Potter broke from his thoughts, smiled weakly, and said, “I don’t think I’ll be running any marathons anytime soon. Thanks for stopping by, Alex.”

“Get better, and we look forward to seeing you back at work,” I said. “Colonel Whitaker? Until fate brings us together again.”

“Until then,” Whitaker said.

I showed them nothing but an expression of goodwill, shook their hands, and left.

Outside, I waited for Sampson to bring the car around and gazed up at the hospital, thinking how much I’d like to be a fly on the wall up there in the ICU.

92

JEB WHITAKER’S THOUGHTS became a blur after Alex Cross left the room. The master strategist’s brain sped through three different plans of response in the few seconds before Cross’s footsteps faded and George Potter spoke.

“Quite the coincidence,” Potter said.

Whitaker knew immediately what the DEA agent was talking about but acted as if he didn’t.

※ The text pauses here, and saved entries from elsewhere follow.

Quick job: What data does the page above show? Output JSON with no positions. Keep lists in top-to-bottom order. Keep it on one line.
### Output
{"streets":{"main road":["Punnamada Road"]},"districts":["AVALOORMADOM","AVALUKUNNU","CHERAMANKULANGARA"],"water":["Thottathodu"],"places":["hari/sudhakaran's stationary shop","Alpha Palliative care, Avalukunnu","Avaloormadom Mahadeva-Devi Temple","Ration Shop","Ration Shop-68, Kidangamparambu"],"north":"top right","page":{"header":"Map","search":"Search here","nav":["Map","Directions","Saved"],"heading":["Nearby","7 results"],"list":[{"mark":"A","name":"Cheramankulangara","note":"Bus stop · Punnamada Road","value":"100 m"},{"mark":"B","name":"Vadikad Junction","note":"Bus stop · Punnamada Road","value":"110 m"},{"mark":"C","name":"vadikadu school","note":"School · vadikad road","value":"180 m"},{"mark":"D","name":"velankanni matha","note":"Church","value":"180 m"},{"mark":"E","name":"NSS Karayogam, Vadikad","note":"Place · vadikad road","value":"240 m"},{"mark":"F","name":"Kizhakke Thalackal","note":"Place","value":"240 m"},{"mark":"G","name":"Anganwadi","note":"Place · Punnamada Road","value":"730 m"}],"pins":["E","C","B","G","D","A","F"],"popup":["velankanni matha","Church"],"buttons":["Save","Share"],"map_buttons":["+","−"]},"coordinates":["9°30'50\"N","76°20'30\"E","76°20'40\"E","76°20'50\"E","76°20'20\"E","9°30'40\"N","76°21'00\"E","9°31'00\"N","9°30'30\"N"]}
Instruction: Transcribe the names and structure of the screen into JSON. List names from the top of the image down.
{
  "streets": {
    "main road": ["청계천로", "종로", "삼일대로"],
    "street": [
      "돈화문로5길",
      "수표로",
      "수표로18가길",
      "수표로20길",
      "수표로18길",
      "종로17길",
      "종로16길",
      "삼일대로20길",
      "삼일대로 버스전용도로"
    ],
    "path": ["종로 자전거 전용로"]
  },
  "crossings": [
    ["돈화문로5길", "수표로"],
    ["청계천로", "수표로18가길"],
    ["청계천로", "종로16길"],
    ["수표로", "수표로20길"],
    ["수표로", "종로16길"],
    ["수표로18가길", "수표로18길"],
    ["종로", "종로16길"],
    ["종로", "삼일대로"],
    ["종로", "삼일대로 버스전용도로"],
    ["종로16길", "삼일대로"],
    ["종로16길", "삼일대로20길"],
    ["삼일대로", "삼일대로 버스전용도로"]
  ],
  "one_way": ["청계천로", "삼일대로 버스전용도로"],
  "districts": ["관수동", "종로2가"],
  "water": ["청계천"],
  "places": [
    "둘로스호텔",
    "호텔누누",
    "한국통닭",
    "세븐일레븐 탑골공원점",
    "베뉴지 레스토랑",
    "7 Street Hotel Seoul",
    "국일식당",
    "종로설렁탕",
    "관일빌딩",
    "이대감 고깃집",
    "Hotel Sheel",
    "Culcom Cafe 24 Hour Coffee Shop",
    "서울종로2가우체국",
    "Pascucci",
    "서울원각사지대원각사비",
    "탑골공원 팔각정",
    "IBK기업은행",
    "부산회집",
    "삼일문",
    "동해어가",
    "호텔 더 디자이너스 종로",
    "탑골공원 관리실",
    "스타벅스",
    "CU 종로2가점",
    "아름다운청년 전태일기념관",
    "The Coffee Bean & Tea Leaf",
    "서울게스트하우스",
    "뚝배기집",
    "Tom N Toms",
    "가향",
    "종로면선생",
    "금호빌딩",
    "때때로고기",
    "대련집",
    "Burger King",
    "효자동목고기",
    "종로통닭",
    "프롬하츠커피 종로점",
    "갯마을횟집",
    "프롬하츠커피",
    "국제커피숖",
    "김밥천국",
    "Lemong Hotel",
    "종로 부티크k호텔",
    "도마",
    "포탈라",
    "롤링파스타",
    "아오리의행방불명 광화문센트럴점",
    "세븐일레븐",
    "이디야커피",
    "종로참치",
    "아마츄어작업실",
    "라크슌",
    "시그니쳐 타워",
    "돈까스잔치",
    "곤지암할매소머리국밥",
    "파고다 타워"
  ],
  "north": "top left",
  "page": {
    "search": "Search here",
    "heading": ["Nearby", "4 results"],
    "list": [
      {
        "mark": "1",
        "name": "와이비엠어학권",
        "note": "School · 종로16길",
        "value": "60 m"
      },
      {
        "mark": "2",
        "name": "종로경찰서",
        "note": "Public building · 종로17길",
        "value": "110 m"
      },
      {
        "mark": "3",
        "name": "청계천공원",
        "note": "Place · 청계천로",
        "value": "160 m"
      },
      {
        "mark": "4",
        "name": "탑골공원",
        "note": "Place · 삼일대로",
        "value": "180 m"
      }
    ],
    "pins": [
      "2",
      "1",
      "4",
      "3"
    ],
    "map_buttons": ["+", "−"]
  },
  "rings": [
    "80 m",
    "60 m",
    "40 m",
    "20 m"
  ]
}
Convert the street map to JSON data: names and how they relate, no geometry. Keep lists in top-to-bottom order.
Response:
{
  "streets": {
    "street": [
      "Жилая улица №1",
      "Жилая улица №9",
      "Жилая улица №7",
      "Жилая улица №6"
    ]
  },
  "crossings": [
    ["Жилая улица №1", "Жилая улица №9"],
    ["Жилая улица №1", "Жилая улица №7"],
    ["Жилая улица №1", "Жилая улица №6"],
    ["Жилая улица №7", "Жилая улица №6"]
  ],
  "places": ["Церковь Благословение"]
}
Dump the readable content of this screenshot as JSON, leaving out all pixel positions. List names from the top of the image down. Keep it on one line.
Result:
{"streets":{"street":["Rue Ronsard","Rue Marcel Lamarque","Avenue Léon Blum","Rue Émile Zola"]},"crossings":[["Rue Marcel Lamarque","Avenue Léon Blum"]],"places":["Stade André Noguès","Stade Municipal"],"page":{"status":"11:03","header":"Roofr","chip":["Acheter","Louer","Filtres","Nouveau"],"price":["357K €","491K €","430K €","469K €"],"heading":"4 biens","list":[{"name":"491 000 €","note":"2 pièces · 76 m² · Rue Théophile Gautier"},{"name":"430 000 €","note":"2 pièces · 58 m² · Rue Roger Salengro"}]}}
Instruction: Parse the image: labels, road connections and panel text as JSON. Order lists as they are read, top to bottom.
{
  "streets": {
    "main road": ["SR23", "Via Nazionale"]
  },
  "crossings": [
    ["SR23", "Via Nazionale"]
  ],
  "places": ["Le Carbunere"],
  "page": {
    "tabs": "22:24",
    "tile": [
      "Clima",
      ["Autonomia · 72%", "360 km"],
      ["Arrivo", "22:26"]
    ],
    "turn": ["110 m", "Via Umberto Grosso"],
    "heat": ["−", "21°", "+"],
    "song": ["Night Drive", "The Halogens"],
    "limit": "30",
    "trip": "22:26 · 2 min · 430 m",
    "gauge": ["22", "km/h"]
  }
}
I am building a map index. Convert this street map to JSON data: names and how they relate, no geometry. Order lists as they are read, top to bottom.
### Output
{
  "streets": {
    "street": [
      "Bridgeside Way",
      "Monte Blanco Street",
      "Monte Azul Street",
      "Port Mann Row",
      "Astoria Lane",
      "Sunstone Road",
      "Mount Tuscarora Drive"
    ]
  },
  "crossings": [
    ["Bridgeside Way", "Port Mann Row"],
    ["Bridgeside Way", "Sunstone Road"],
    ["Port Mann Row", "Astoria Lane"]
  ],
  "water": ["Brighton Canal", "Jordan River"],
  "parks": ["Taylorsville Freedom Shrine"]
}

“How’s that?” the colonel said, crossing to the bathroom.

“We framed Condon with diagrams of the attacks and left a gun that turns out to belong to this road-rage killer?”

“Incredible,” Whitaker said, going inside. “Give me a second to piss.”

A few moments later, he flushed and then washed his hands. He was drying them on a paper towel as he exited.

Potter studied him, said, “You have a special agenda, Colonel?”

Whitaker balled the paper towel loosely in his hand.

“I’m not following,” he said, coming to the wounded agent’s bedside and studying the lines that connected Potter to various machines.

“You’ve been killing drivers like that shithead who killed Lisa,” Potter whispered harshly. “You stuck that gun in Condon’s motorcycle bag to throw them off you.”

Whitaker thought of himself as Mercury, said, “And what if I did? Isn’t that what we’re all about, George? Cleaning up things that need cleaning up and getting on with a better life for all?”

Potter sputtered, “Who’s to say Cross is not onto you because of these road-rage killings?”

“Impossible.”

“No, we have to assume Cross suspects,” the DEA agent said. “Order everyone to destroy phones and computers. Tell them to-”

Whitaker thought of himself as John Brown then and said, “Who gave you command of this operation, Potter?”

“I did, sir,” Potter said. “I took a goddamned bullet to make sure that the Guryev bitch shut her mouth. Your secret vendetta has threatened us all, the entire Regulator movement. From now on, I’m calling the shots, Colonel.”

Whitaker stared at Potter, blinking slowly for several moments, then passed the balled-up paper towel from one hand to the other and tossed it over Potter toward the wastebasket. The DEA agent’s eyes followed it as it went in.

Nothing but net.

When Potter looked back, Whitaker was gazing at him sympathetically.

Click. Click.

The colonel pressed the push-button device the DEA agent used to control his narcotic drip. Whitaker had used one of these hundreds of times after his war injury.

Click. Click.

The colonel said, “I’m giving you a monster dose of morphine here, George. It will help things go quicker.”

Potter looked puzzled until he glanced at Whitaker’s right hand. The colonel held a hypodermic needle attached to an empty syringe; he’d taken it from a medical-waste container in the bathroom. The colonel pulled the plunger of the syringe back and inserted the needle into the injection port of the DEA agent’s IV line.